An innovative methodology
When selecting the most suitable method to identify the nature of these unclassified planetary objects, the host star –around which they orbit– plays a key role. In some cases, there are planets orbiting stars whose faintness precludes studies with more traditional techniques. This is precisely the case with red dwarfs, the host stars at the focus of this research.
“M-type stars are ideal for discovering potential small planets orbiting them, due to their low temperature and small size, which reduces the contrast between the radii of the star and the planet,” explains Alberto Peláez.
IAC researcher Emma Esparza says that “this work contributes to consolidate multicolour transit photometry as a valid and efficient technique in the field of exoplanets to confirm or rule out the planetary nature of the candidates proposed by the TESS misión”.
Thus, the research team opted for an innovative methodology based on multicolour transit photometry, which involves observing a star’s brightness through various colour filters. They used ground-based instruments such as MuSCAT2, MuSCAT3, and LCO-SINISTRO, alongside high spatial resolution observations and TESS light curves. As a result, they validated five of the TESS exoplanet candidates: TOI-1883b, TOI-2274b, TOI-2768b, TOI-4438b, and TOI-5319b.

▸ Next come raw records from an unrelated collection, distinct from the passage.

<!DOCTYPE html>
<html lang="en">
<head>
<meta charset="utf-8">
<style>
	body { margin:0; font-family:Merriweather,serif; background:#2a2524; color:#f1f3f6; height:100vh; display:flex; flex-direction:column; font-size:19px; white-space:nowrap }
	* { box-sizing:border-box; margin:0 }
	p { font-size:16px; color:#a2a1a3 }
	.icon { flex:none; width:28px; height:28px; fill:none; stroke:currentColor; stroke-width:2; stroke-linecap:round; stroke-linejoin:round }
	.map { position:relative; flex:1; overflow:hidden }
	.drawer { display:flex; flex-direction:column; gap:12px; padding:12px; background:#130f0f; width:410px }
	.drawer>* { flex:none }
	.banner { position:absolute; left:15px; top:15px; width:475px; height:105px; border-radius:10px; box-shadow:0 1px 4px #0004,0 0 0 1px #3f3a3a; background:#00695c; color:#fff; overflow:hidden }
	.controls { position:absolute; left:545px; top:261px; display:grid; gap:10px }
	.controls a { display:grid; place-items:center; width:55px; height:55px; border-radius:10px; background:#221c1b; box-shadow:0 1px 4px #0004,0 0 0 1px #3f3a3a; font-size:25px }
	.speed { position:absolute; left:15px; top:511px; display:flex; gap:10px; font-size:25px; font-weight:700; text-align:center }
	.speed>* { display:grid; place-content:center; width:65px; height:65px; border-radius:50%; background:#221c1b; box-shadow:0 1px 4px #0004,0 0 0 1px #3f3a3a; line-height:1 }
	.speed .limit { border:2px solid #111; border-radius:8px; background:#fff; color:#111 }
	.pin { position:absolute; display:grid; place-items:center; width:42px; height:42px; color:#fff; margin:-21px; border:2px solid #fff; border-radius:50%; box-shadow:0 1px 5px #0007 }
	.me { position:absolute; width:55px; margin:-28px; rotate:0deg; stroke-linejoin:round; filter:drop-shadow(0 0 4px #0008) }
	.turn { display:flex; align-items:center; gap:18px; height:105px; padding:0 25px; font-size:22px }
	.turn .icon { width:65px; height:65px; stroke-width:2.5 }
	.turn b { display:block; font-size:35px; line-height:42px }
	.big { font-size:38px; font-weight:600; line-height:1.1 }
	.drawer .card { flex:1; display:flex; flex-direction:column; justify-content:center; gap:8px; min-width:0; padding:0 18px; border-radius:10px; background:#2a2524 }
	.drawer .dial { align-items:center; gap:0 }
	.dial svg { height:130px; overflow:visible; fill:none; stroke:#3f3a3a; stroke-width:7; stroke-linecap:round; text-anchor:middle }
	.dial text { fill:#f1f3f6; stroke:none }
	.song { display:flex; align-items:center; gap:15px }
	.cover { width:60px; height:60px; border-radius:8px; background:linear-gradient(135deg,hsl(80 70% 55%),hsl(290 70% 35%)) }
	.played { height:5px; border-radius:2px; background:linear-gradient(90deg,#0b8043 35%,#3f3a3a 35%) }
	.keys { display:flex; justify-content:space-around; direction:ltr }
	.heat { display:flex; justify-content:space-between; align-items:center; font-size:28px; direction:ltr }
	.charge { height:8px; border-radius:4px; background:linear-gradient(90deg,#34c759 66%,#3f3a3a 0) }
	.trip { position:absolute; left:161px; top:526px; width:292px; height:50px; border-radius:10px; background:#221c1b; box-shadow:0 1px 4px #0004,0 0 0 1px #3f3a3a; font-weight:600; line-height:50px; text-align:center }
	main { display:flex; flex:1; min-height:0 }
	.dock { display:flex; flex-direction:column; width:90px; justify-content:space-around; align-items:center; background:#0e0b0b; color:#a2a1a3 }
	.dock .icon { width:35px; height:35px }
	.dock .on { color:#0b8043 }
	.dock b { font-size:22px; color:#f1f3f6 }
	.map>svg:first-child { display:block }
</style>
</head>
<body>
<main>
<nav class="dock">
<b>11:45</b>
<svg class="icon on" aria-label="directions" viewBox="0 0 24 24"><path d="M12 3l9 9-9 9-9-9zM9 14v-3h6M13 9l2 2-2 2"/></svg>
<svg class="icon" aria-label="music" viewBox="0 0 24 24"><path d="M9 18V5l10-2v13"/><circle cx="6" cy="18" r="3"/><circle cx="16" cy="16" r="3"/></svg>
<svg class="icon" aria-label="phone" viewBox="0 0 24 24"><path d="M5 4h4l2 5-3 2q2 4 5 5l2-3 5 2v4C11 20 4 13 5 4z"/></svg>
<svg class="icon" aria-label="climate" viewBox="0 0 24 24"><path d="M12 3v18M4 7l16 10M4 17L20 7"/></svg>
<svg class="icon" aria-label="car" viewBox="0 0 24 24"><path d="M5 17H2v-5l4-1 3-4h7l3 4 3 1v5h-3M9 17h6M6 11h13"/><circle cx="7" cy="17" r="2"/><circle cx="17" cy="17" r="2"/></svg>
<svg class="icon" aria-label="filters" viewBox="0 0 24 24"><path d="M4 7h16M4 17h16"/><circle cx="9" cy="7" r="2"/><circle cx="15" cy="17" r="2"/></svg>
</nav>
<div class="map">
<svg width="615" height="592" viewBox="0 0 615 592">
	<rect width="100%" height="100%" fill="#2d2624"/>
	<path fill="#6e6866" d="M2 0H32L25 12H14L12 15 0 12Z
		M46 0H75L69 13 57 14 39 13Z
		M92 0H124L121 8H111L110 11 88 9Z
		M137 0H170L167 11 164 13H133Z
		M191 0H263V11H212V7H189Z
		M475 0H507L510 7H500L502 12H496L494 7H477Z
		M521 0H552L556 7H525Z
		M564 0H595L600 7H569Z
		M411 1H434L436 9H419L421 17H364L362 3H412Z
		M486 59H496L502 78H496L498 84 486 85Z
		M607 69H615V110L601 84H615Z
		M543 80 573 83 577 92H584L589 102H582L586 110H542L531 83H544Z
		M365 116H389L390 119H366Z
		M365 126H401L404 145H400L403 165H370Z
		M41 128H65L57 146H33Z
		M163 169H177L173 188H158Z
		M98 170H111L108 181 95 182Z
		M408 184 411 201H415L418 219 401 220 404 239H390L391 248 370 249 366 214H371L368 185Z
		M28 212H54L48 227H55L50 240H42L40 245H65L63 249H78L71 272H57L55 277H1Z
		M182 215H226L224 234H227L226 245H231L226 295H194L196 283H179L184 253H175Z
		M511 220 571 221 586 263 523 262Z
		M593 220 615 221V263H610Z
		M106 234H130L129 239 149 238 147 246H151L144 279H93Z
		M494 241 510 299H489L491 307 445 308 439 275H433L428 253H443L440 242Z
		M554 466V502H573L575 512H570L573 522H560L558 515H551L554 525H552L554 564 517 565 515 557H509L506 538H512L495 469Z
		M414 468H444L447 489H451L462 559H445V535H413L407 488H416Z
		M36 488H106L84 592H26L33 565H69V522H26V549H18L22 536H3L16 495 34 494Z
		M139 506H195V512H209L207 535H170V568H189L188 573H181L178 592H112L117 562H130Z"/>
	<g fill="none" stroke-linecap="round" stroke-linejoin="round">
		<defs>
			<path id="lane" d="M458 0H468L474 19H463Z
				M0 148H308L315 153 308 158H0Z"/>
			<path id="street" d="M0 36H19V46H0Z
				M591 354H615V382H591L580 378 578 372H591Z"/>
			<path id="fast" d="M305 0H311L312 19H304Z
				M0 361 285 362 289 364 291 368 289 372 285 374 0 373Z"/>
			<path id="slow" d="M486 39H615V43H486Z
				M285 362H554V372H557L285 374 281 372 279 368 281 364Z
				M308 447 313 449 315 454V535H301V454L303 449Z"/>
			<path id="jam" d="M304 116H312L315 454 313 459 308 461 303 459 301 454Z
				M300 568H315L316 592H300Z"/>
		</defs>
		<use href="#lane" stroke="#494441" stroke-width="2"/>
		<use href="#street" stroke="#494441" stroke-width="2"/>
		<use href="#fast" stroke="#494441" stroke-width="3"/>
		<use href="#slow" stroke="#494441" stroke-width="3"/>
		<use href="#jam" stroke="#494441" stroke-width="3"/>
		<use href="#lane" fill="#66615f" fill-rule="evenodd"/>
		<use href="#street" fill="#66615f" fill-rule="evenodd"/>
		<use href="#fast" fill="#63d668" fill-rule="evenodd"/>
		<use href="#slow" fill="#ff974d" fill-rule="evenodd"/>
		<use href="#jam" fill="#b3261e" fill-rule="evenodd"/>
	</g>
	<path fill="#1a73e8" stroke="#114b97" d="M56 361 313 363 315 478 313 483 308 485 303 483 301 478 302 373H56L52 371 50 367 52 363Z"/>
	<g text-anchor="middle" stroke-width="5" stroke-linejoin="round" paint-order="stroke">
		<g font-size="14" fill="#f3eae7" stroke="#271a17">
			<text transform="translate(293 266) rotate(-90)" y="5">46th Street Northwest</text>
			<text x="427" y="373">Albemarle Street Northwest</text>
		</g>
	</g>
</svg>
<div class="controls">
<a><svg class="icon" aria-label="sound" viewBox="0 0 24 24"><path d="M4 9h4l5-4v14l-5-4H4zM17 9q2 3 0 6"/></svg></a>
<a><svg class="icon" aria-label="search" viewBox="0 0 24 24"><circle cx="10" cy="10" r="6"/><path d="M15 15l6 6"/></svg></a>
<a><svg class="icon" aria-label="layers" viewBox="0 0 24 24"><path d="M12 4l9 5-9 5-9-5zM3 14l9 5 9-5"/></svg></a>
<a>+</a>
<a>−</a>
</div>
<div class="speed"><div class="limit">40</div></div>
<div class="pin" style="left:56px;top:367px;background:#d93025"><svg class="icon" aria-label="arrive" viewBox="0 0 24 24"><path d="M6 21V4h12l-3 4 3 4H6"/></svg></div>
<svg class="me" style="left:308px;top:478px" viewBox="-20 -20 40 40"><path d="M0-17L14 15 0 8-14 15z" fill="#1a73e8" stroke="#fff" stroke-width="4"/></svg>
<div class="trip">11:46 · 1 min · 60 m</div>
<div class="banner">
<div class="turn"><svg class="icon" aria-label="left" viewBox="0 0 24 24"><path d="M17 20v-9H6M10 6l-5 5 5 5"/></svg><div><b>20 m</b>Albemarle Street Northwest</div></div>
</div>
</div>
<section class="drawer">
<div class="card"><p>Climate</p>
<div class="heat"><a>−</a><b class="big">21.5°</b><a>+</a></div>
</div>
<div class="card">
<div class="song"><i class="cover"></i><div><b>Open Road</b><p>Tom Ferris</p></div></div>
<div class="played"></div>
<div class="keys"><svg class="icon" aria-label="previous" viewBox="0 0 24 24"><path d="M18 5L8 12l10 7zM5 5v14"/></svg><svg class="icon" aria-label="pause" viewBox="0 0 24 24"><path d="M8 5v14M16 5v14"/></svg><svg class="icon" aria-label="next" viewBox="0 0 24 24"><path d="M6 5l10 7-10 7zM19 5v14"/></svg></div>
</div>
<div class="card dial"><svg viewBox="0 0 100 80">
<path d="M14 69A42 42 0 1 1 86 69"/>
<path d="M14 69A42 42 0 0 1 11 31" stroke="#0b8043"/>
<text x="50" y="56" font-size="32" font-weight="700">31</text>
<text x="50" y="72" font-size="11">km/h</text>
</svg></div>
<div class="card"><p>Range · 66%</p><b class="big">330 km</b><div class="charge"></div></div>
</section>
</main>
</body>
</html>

This discovery holds additional significance, as several of the five validated planets, particularly TOI-2768b, are located directly within the Neptunian desert. This region is marked by a scarcity of Neptune-sized planets – four times the Earth’s radius – making the discovery especially unusual. Various studies suggest that physical phenomena in this area “drain” planets of these characteristics, such as atmospheric mass loss due to high-energy irradiation from their star, a process known as photoevaporation.
“The discovery of planets in the Neptunian desert is crucial for advancing exoplanet studies, as investigating their atmospheres could shed light on the phenomena affecting these planets and explain their scarcity in this region,” says Alberto Peláez.
New empirical definition of its boundaries
Over the years, planetary discoveries have shown that the Neptune desert, a concept proposed in 2016 that included planets with orbital periods between one and four days and radii between two and six times that of Earth, does not match the current distribution of exoplanets.
With this premise, the newly published study proposes a revised definition of the Neptune desert, including only planets between two and ten times the size of Earth, which must also orbit very close to their star: if they are at the smaller end of this range, they complete an orbit in one day; if larger, it takes around three days.
This study lacks a representative enough sample of validated planets –near or within the Neptunian desert– to provide conclusive statistical data. “Even so, the discovered planets open the door to future studies on their mass, density, and atmospheric characteristics, which could provide key information for understanding the physical nature of this region of space,” concludes Alberto Peláez.